The truly monstrous thing done by web designers is embedded audio and video. By default, I now turn off my sound so I don’t have to hunt around looking for where the noise is coming from on the web page. I use a flash blocker to get rid of most of it, but some of it still slips past. That means YouTube does not work, so I have two browsers. One is for video and the other for daily browsing. When I’m ruler of these lands, the people responsible for embedded, autoplay video will be torn to pieces and fed to the dogs.

Those who have read Jospeh Tainter’s The Collapse of Complex Societies will probably recognize a familiar pattern. The first ads on websites were a big hit, relative to their cost. That banner at the top for Joe’s Diner cost nothing, but made something. That’s an infinite return on investment. The next wave of ads came with a cost, both direct and indirect. The former was the cost of weaving them into the sites. The latter was the cost of people using ad-blocker and other tools to limit the number of ads in the way of the content.

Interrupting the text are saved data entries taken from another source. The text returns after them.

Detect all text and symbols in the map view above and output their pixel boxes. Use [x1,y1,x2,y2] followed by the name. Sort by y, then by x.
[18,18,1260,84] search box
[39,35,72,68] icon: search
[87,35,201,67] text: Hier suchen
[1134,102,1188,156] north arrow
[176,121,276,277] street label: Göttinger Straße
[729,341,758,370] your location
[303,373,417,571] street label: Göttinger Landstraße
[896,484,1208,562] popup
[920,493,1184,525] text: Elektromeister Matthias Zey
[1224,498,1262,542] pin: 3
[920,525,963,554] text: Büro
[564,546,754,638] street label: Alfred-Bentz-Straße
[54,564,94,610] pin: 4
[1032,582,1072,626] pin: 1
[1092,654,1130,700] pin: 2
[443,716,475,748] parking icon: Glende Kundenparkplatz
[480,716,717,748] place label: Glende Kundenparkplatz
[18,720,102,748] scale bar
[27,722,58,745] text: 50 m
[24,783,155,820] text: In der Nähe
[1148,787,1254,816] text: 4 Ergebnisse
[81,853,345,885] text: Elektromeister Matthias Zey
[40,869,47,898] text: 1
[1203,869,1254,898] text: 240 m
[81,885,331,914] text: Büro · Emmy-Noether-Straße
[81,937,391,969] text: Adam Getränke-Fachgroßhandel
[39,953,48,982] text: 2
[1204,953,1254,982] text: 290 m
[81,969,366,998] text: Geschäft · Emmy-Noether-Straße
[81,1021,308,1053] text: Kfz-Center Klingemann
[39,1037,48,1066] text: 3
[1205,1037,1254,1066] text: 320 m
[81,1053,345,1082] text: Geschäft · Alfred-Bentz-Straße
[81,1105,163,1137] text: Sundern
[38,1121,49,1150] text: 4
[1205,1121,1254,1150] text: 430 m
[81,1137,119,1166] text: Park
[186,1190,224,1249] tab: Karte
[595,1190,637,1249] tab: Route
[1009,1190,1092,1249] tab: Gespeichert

As we have move from the physical world of content to the virtual world, the demand for more revenue, drives the ever more complex methods to monetize the website. The costs ratchet up, but the barriers also get higher as users find more and better tools to defeat the ads and scripts. The Brave browser costs me nothing and does a great job filtering almost all of this stuff from my view. We’re not far from the time when you pay a monthly fee for a browser that filters all ads from all sites. That’s the model Brave is pursuing..

Web sites are probably near the point of negative returns, with regards to monetizing their content. That’s why so many are going back to the old subscription model. It may not fix their revenue problems, but they have no other option. The ad model is simply not working. That, of course, means the ad model is probably nearing collapse. Once big sites begin to rethink how they monetize their content, everyone else follows. A web of paywalls and subscriber-only content is probably the future for the large scale content makers.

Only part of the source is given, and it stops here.